From the records below, return every line containing the word "direction".

### Records provided

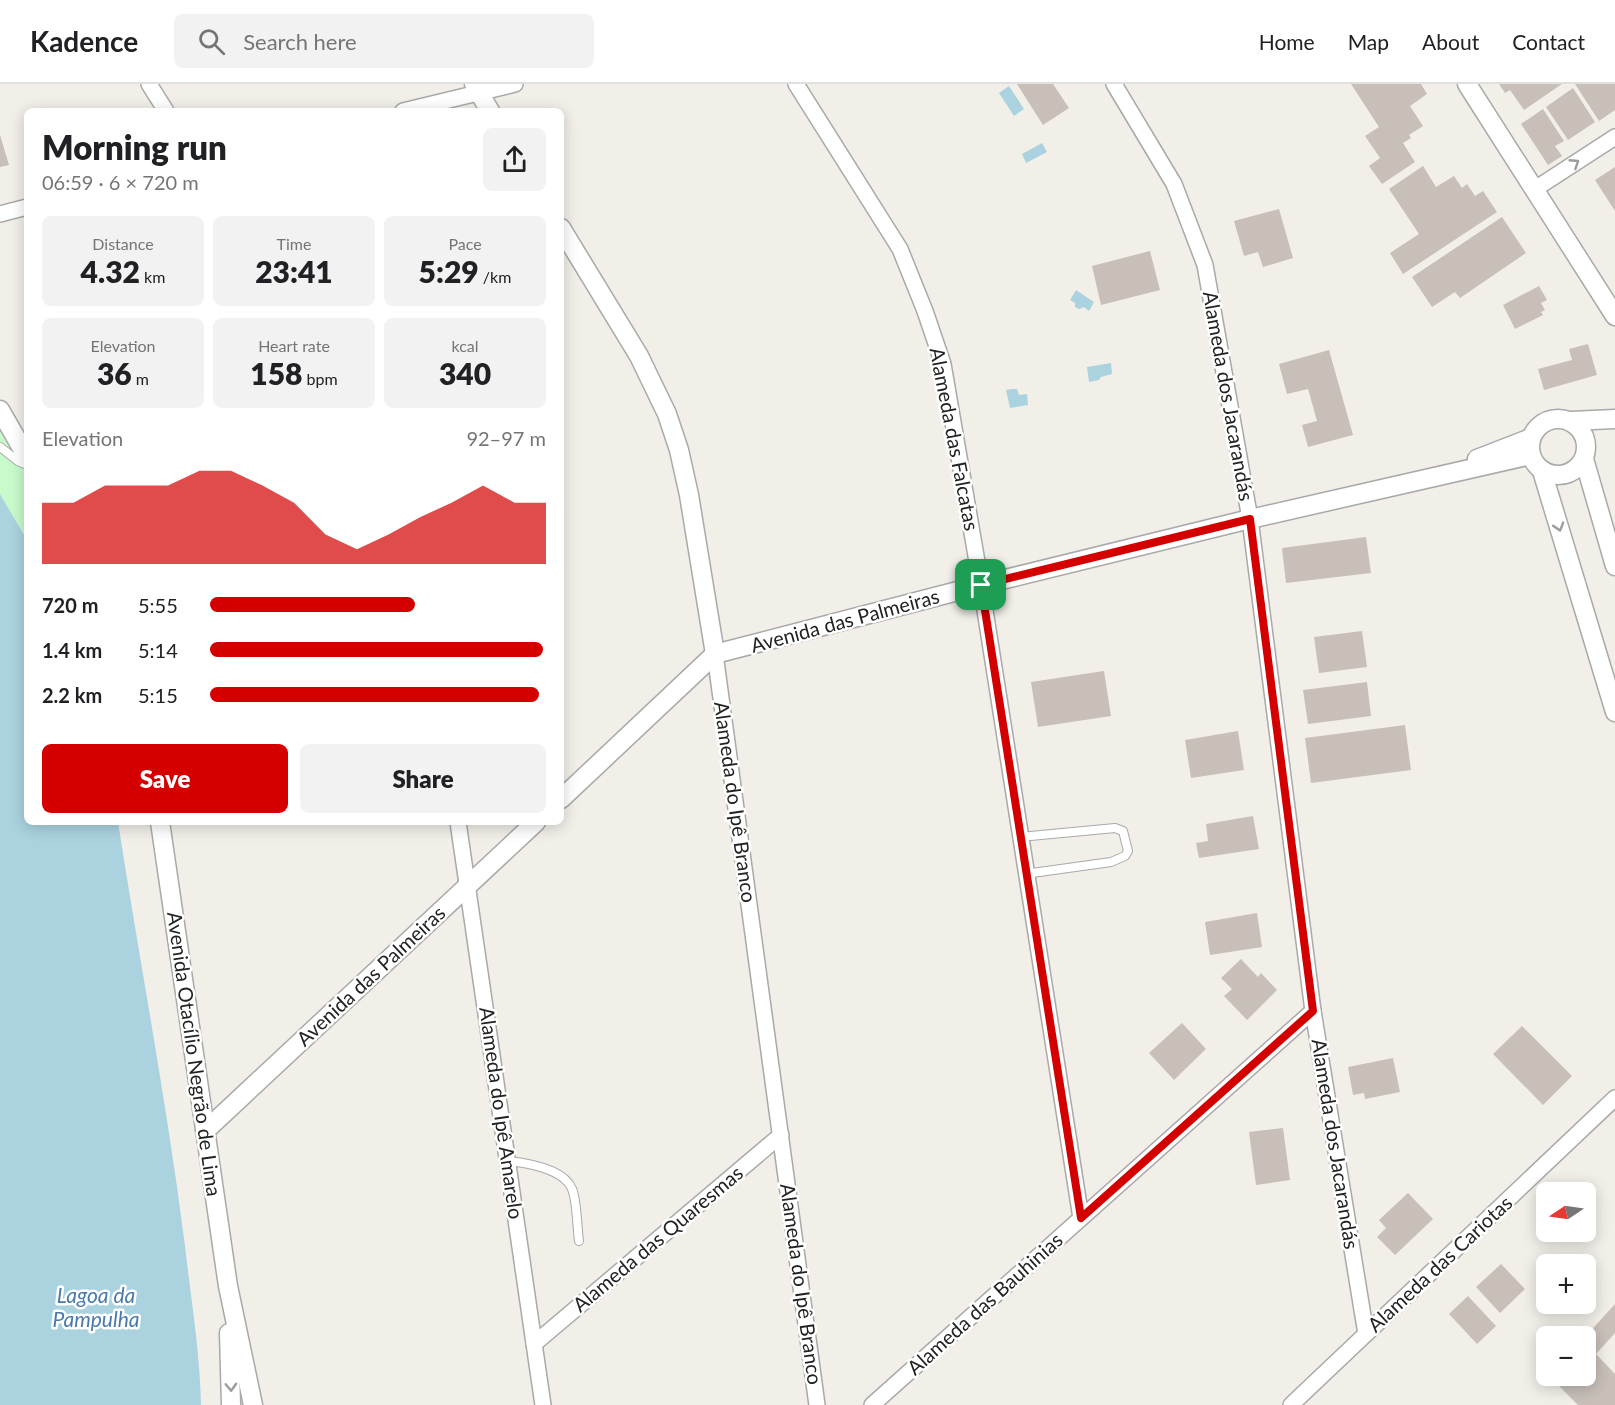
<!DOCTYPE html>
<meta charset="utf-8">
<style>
:root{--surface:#fff;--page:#f2f2f2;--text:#202124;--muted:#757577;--line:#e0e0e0;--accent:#d40000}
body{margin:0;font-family:Lato,sans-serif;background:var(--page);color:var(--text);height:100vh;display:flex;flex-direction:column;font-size:22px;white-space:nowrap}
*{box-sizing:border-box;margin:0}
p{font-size:20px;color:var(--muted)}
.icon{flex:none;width:33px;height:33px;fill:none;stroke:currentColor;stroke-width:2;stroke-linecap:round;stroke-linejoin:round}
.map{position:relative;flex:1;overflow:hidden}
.details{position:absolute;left:24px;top:24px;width:540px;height:717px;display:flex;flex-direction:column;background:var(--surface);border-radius:9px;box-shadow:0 3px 15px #0003}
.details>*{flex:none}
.needle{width:39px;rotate:257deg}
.tools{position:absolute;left:1536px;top:1098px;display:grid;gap:12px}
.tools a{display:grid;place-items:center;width:60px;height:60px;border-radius:9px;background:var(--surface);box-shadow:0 3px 15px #0003;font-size:30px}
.pin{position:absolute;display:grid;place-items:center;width:51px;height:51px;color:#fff;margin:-26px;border-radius:12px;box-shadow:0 3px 9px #0006}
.round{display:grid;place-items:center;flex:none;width:63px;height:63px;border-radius:9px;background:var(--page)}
.summary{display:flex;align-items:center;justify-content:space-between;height:102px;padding:0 18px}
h1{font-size:33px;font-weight:800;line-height:45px}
.figures{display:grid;grid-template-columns:repeat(3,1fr);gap:9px;height:102px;padding:6px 18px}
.figures div{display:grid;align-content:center;border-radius:9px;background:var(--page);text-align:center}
.figures b{font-size:30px;font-weight:800}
.figures small{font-size:16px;font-weight:400}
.figures p{font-size:16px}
.chart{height:168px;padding:12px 18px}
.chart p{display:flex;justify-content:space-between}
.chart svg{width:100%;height:108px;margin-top:6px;fill:var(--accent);opacity:.7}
.button{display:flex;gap:12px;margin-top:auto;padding:12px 18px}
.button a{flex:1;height:69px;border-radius:9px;background:var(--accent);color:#fff;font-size:24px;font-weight:800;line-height:69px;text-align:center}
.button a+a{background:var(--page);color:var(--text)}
ul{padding:0 18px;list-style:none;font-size:20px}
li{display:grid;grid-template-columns:96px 72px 1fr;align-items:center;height:45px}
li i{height:15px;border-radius:8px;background:var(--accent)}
header{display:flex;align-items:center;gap:36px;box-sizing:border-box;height:84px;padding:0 30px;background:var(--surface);border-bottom:2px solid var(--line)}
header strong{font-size:28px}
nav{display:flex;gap:33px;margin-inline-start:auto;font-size:21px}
.search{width:420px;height:54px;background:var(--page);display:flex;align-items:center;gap:15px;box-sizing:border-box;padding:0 21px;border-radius:9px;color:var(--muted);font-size:22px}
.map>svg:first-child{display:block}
</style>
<header>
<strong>Kadence</strong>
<div class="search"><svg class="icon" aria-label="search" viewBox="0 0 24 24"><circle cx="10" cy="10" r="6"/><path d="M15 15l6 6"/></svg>Search here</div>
<nav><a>Home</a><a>Map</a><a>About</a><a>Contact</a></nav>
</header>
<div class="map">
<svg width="1615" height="1321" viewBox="0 0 1615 1321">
<rect width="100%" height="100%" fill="#f2efe9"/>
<!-- park -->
<path fill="#c8facc" d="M0,338L27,383V456L0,410Z"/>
<!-- water -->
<g fill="#aad3df">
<path d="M1009,2L1024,25L1014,32L999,9Z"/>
<path d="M1042,59L1047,68L1026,79L1022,70Z"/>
<path d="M1076,206L1094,218L1089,227L1084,223L1079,225L1075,223V219L1070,216Z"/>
<path d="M1111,279L1112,290L1101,293L1099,296L1089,298L1087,283Z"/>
<path d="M1011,305H1017L1019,311L1027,310L1028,321L1010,324L1006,306Z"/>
<path d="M0,410L27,456V738H118C140,879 167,1020 185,1162C191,1215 200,1268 201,1321H0Z"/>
</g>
<!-- building -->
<g fill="#c7bfb8">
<path d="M1017,0H1053L1069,24L1043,41Z"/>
<path d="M1351,0H1421L1427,10L1410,22L1423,42L1409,51L1411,54L1403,59L1415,78L1382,100L1369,82L1380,74L1365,52L1379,43Z"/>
<path d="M1499,0H1562L1524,26L1510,6L1505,9Z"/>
<path d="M1575,0H1615V26L1599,37Z"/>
<path d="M1573,4L1595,38L1568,56L1546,23Z"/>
<path d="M1543,25L1564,57L1555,62L1562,72L1548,81L1521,40Z"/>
<path d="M0,51L9,81L0,83Z"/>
<path d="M1423,82L1436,103L1454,92L1462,104L1467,100L1475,112L1483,107L1497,128L1403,190L1390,169L1419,150L1389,105Z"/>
<path d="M1615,83V127L1595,96Z"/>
<path d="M1279,125L1293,174L1263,183L1258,168L1244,172L1234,137Z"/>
<path d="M1502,133L1526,169L1460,214L1455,208L1432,223L1412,193Z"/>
<path d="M1150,167L1160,206L1101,221L1092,182Z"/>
<path d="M1539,202L1547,216L1541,219L1545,226L1541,228L1543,231L1515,245L1503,221Z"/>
<path d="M1588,260L1597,291L1544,306L1538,285L1572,276L1569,265Z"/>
<path d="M1329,266L1353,351L1308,363L1302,341L1317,337L1308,305L1287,310L1279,280Z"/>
<path d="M1366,453L1371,489L1286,499L1282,464Z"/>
<path d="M1362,547L1367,583L1319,589L1314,553Z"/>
<path d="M1104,587L1111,632L1038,643L1031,598Z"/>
<path d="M1367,598L1371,632L1308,640L1303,606Z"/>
<path d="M1405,641L1411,686L1311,699L1305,654Z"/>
<path d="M1238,647L1244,686L1191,694L1185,656Z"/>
<path d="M1253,732L1259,765L1199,774L1196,759L1208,757L1206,740Z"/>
<path d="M1257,829L1262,863L1210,871L1205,838Z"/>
<path d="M1241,875L1258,893L1261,889L1277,906L1247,936L1224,912L1232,905L1221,894Z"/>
<path d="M1182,939L1206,965L1174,996L1149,969Z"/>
<path d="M1522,942L1572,992L1543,1021L1493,970Z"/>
<path d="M1393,974L1400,1008L1365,1015L1364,1009L1353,1011L1348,983Z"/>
<path d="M1283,1044L1290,1096L1256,1101L1249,1048Z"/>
<path d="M1408,1109L1433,1135L1395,1171L1377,1153L1386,1144L1379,1136Z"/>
<path d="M1501,1180L1525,1205L1500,1229L1476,1203Z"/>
<path d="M1468,1212L1496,1242L1477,1260L1449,1230Z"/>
<path d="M1615,1220V1249L1596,1270L1615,1290V1321H1578L1549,1292H1586V1252Z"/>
</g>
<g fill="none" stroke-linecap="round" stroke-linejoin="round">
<!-- service casing -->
<g stroke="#a9a9a9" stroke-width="10">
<g id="service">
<path d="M0,363L18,377L27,381"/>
<path d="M1020,753L1115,744L1123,747L1128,767L1125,772L1111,778L1025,790"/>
<path d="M508,1077C527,1079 564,1085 572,1105C577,1116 577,1143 579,1157"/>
</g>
</g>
<!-- minor casing -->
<g stroke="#a9a9a9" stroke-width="18">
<g id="minor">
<path d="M149,0L166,27"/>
<path d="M796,0L900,165L925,227L943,280L981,501L1081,1134"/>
<path d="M1114,0L1174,100L1205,181L1250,435L1313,927L1366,1250"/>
<path d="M403,27L515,0"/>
<path d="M1535,105L1615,53"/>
<path d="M0,130L27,123"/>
<path d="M715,570L817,1321"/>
<path d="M458,738L543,1321"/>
<path d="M534,1260L781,1051"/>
<path d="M872,1321L1313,927"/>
<path d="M1291,1321L1615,1014"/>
</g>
</g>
<!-- tertiary casing -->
<g stroke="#a9a9a9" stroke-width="21">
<g id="tertiary">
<path d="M474,0L490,27"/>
<path d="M1467,0L1615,232"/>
<path d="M561,144L639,272L667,330L679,366L689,411L715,570"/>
<path d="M0,326L27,373"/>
<circle cx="1558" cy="363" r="28"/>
<path d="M1571,337L1615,335"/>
<path d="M1477,375L1531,354"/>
<path d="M1584,375L1615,482"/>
<path d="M1542,387L1615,628"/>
<path d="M561,715L715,570L981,501L1250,435L1531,371"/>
<path d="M160,738L228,1202L253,1321"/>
<path d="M205,1047L536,738"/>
<path d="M229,1249L231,1321"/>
</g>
</g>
<!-- service -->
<use href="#service" stroke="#fff" stroke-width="8"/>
<!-- minor -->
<use href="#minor" stroke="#fff" stroke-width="15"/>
<!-- tertiary -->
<use href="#tertiary" stroke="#fff" stroke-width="18"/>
</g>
<!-- one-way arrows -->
<defs><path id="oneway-chevron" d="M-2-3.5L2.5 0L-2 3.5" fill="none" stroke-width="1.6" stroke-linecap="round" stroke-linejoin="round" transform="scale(1.5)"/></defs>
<g stroke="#9c9c9c">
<use href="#oneway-chevron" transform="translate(1575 79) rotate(-33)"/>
<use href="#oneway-chevron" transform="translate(1559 443) rotate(73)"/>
<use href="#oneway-chevron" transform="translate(231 1303) rotate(88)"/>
</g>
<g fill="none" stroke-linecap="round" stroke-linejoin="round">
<!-- route casing -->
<g stroke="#fff" stroke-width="12">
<path id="route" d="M1250,435L1313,927L1081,1134L981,501Z"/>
</g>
<!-- route -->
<use href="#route" stroke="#d40000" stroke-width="8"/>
</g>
<g text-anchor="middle" stroke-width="5" stroke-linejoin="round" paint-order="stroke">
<!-- street labels -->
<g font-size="20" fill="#222" stroke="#fff">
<text transform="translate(1228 312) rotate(80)" y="7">Alameda dos Jacarandás</text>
<text transform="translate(954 355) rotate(79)" y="7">Alameda das Falcatas</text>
<text transform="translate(845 537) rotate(-15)" y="7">Avenida das Palmeiras</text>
<text transform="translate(735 718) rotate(82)" y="7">Alameda do Ipê Branco</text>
<text transform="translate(371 892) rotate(-43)" y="7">Avenida das Palmeiras</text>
<text transform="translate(194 970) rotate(82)" y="7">Avenida Otacílio Negrão de Lima</text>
<text transform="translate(501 1029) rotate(82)" y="7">Alameda do Ipê Amarelo</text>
<text transform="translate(1335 1060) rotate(81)" y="7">Alameda dos Jacarandás</text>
<text transform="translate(658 1155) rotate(-40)" y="7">Alameda das Quaresmas</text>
<text transform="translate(1440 1180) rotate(-43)" y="7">Alameda das Cariotas</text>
<text transform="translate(801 1200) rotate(82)" y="7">Alameda do Ipê Branco</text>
<text transform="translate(985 1220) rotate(-42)" y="7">Alameda das Bauhinias</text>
</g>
<!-- water labels -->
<g font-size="21" font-style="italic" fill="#4a7aab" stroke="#fff">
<text x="96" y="1219">Lagoa da<tspan x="96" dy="24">Pampulha</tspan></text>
</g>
</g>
</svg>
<div class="tools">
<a><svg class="needle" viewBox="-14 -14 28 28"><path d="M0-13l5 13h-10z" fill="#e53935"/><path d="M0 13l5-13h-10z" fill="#757577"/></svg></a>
<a>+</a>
<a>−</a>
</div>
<div class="pin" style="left:981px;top:501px;background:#1e9e55"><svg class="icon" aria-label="arrive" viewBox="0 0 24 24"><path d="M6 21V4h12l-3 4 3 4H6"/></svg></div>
<section class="details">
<div class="summary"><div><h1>Morning run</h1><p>06:59 · 6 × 720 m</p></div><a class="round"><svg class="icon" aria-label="share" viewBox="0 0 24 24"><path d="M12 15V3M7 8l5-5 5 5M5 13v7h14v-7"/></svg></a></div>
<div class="figures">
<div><p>Distance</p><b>4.32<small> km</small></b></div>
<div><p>Time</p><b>23:41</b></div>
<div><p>Pace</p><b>5:29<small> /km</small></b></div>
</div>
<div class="figures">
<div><p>Elevation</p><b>36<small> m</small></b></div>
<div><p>Heart rate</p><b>158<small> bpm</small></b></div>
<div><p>kcal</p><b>340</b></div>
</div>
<div class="chart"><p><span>Elevation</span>92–97 m</p>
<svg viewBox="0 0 160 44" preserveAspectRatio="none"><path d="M0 44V19L10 19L20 12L30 12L40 12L50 6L60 6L70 12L80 19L90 32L100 38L110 32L120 25L130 19L140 12L150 19L160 19V44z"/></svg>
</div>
<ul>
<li><b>720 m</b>5:55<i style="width:61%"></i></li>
<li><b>1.4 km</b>5:14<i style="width:99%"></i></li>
<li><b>2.2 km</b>5:15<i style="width:98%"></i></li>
</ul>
<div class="button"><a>Save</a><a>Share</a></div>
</section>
</div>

######

--- Reply ---
body{margin:0;font-family:Lato,sans-serif;background:var(--page);color:var(--text);height:100vh;display:flex;flex-direction:column;font-size:22px;white-space:nowrap}
.details{position:absolute;left:24px;top:24px;width:540px;height:717px;display:flex;flex-direction:column;background:var(--surface);border-radius:9px;box-shadow:0 3px 15px #0003}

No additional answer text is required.